В вагончике было темно; «свет отключили, — сказал Расмус, — не пугайтесь; так всегда во время предупреждения; на улицу не выходите, естественно; свечи в шкафу над плитой»; спустил Цвета, взлохматил макушку и ушел, словно его не было никогда; приснился; Стефан закрыл плотно дверь, раздел мальчиков; в чайнике вода была горячая, будто кто-то согрел и спрятался; Свет распечатал пакет — три круглых пирожных: бисквит, посыпанный кокосовой крошкой, — ежики; внутри — сливочный крем; тертый шоколад и орехи. Попили чаю при свече, за окном громыхало, потом сказал: «спать»; они покорно залезли на кровать. Свет при свете свечи читал своего Набокова, Цвет играл в солдатиков; бугры и складки на одеяле превратились в редуты и окопы; потом заснул с открытым ртом; Стефан правил статью по пометкам Лютеции и Жан-Жюля; иногда в стену ударяло — и вагончик вздрагивал как живой; Свет и Стефан поднимали глаза, смотрели за окно; бил дождь, и по черному стеклу стекала пена. Свет вылез из-под одеяла, сходил в туалет и попросил сока; и Стефан пошел к шкафу, открыл бутылку, сполоснул стакан с прошлой ночи, а когда повернулся, увидел, что Свет стоит у стола и читает с ноутбука его материал.

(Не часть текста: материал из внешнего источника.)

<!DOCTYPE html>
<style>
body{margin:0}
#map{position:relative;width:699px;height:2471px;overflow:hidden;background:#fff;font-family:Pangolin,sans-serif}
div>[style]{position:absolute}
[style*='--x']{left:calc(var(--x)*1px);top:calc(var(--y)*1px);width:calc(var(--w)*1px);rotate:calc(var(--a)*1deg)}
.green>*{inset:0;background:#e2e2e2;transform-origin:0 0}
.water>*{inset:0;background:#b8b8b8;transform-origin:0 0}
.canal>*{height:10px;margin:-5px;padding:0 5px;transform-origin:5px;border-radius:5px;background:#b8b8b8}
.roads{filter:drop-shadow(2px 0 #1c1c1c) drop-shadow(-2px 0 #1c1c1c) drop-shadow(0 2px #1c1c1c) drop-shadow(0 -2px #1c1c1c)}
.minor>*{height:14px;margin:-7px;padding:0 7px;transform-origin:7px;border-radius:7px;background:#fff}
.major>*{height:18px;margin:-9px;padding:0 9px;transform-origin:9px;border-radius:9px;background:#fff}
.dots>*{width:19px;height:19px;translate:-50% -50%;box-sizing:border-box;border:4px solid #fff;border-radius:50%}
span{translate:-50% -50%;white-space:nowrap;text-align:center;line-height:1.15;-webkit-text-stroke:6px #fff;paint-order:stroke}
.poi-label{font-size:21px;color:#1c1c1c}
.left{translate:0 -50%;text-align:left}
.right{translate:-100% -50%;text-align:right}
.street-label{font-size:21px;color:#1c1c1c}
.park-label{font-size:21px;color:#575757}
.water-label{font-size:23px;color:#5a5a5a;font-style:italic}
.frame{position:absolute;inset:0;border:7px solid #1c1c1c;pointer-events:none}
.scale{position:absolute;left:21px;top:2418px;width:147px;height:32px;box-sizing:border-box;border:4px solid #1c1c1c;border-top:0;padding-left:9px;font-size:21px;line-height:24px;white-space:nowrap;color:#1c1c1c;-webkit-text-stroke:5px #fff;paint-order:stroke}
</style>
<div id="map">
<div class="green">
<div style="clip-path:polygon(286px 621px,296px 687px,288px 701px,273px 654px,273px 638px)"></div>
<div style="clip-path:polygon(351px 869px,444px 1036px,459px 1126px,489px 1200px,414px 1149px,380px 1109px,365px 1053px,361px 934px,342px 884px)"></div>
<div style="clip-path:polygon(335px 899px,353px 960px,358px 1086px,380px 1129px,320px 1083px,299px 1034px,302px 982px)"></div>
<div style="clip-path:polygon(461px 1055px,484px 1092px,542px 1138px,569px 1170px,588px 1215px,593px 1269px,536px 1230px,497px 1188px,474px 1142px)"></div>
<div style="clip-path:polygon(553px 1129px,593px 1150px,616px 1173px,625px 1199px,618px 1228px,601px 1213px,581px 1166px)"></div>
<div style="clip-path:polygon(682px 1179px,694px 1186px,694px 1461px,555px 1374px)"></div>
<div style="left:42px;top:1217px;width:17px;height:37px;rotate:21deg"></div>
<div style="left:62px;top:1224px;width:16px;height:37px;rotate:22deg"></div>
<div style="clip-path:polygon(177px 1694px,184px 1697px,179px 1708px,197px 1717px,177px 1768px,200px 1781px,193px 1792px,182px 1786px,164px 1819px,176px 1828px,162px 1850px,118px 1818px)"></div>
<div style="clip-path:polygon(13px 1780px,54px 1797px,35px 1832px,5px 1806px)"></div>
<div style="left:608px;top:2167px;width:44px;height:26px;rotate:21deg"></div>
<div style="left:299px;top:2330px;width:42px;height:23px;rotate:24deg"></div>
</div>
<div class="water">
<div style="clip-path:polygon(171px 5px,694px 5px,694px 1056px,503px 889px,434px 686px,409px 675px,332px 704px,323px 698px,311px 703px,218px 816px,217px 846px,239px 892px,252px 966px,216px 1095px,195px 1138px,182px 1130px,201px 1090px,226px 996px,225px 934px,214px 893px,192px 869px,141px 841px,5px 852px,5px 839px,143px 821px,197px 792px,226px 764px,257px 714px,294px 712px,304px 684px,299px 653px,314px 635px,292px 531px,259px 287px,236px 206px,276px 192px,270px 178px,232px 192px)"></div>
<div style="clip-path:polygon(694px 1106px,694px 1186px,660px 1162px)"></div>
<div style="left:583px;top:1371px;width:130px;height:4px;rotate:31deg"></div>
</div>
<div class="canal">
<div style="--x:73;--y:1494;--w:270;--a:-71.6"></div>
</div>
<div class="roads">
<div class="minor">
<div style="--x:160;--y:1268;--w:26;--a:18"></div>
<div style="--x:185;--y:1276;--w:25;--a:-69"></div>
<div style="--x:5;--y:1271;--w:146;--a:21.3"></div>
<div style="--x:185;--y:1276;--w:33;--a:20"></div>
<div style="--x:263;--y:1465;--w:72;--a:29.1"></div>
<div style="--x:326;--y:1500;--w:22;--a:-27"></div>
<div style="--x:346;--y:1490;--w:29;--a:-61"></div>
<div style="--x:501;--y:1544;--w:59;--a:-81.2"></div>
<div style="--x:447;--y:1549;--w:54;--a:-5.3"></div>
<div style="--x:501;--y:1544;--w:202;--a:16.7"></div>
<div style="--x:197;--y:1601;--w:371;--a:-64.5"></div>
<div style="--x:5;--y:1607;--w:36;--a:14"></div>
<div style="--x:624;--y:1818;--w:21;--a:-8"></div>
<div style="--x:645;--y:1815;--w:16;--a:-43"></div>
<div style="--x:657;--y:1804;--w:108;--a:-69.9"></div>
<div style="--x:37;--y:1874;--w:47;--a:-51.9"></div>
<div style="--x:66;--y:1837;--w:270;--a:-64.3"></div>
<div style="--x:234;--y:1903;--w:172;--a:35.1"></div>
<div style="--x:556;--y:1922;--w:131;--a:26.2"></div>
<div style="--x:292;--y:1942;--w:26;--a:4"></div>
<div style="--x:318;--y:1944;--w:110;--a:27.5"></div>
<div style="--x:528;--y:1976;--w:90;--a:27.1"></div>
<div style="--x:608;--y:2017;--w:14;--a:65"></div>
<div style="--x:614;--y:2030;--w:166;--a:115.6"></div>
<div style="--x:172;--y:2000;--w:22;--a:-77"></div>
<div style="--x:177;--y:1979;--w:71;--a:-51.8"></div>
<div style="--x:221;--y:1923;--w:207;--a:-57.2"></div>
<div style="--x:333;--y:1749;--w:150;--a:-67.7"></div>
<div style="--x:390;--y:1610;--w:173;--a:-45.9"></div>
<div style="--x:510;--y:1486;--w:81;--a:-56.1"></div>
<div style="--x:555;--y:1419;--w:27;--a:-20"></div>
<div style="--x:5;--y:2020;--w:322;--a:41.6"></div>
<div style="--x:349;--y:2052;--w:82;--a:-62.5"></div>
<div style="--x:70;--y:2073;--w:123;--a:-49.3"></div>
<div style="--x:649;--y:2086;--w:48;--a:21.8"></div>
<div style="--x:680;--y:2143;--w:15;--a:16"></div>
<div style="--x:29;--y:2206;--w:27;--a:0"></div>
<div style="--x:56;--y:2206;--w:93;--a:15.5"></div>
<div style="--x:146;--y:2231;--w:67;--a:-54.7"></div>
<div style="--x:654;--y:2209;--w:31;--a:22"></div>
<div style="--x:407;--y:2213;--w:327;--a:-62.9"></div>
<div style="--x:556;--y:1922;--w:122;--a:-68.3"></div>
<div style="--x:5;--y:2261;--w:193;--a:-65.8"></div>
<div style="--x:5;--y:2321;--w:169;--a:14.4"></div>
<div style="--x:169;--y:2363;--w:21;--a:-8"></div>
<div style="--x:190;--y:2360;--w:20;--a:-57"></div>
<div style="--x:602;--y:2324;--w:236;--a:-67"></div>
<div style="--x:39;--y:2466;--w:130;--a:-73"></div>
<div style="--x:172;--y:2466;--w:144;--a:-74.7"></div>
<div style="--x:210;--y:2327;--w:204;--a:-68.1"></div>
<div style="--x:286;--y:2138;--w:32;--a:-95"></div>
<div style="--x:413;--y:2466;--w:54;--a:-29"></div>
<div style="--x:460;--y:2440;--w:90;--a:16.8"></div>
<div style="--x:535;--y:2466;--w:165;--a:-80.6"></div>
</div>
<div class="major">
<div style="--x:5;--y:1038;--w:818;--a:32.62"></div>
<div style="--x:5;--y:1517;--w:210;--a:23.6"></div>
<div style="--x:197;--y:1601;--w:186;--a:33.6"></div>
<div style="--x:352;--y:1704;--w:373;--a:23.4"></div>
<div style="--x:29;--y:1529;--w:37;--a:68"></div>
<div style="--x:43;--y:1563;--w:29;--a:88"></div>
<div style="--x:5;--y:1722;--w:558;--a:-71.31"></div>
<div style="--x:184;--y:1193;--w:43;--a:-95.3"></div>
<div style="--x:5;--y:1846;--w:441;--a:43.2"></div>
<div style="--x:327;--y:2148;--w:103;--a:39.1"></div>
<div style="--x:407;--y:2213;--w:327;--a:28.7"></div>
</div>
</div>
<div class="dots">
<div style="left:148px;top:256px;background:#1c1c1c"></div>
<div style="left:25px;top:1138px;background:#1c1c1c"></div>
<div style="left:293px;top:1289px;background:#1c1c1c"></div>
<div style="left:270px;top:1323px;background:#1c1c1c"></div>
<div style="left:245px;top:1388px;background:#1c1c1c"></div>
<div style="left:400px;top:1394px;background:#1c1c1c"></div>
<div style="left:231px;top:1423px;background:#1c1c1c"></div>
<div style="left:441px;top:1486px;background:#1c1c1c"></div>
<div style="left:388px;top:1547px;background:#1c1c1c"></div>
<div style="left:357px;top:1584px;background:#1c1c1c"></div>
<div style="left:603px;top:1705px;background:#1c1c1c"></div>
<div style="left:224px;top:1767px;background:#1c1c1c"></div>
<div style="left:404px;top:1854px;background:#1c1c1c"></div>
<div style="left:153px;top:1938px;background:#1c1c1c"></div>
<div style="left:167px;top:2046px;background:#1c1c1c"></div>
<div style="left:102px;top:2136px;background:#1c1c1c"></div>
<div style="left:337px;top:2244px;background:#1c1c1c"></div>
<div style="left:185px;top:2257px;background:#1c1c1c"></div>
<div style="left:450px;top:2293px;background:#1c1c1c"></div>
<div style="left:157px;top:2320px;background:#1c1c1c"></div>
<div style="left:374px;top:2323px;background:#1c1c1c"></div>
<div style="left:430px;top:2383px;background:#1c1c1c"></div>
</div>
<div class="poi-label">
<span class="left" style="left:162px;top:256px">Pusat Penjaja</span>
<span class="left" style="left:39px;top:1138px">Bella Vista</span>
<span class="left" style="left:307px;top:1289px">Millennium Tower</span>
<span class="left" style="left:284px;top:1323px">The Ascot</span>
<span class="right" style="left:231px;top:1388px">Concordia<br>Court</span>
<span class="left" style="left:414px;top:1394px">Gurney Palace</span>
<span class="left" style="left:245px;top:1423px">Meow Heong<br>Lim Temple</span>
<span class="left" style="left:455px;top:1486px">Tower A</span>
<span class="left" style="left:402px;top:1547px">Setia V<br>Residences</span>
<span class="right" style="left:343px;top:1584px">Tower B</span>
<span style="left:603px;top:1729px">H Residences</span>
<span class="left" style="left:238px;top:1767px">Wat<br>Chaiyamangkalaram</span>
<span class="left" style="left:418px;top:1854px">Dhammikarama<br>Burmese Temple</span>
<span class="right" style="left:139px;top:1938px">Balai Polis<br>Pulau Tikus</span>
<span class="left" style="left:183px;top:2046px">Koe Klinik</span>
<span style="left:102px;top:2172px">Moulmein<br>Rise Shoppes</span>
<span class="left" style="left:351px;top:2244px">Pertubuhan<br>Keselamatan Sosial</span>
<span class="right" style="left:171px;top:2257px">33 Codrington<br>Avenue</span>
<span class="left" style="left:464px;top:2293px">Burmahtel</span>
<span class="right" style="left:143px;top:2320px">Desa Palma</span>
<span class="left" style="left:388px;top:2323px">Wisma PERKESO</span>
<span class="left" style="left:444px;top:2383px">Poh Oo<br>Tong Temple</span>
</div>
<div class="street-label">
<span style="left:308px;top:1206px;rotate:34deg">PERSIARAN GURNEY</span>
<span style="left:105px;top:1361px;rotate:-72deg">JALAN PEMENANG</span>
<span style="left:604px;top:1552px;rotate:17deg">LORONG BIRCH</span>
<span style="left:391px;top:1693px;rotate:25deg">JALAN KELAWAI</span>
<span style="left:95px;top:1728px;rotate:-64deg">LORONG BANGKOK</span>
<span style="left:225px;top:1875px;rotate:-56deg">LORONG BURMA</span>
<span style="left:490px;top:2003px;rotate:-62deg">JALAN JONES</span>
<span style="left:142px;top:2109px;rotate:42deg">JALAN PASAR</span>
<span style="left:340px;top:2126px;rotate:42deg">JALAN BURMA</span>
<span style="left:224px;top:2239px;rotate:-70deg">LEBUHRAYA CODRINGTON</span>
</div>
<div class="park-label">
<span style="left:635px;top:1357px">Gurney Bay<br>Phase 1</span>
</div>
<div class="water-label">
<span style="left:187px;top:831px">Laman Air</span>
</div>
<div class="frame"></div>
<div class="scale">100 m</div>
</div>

— Здесь неправильно, — сказал Свет, — вот здесь… — и тронул серебрящийся, как дождливое окно, экран, — «на востоке будут рабочие кварталы». Они будут у самого порта; а на востоке будет вокзал — Бундок, — и глаза его потемнели, а рот приоткрылся, бледно-розовый, узкий, как лезвие; Стефан поставил стакан на стол, сел перед сыном, прикоснулся к его лбу; «заболел»; горячий; взял на руки и отнес в постель; Свет вздохнул, повернулся на бок и заснул через секунду. Стефан посидел рядом еще минут пять, слушая рев моря в нескольких метрах от его нового дома, и подумал: «я не жалею? не жалею?..» — повторяя, словно переводя неточность; потом вернулся к ноутбуку, долго смотрел, сверял; зевнул; выпил сок, исправил «от самого порта, на востоке планируется построить вокзал» и понял, что устал, как смерть; откинул одеяло и завалился прямо в домашних джинсах и свитере…
«Надену утром куртку; пальто промокло невыносимо», — и казалось ему, что он только коснулся лицом подушки, такой желанной, как женщина в средние века; как стук в дверь и голос Жан-Жюля, звонкий, словно он увидел землю.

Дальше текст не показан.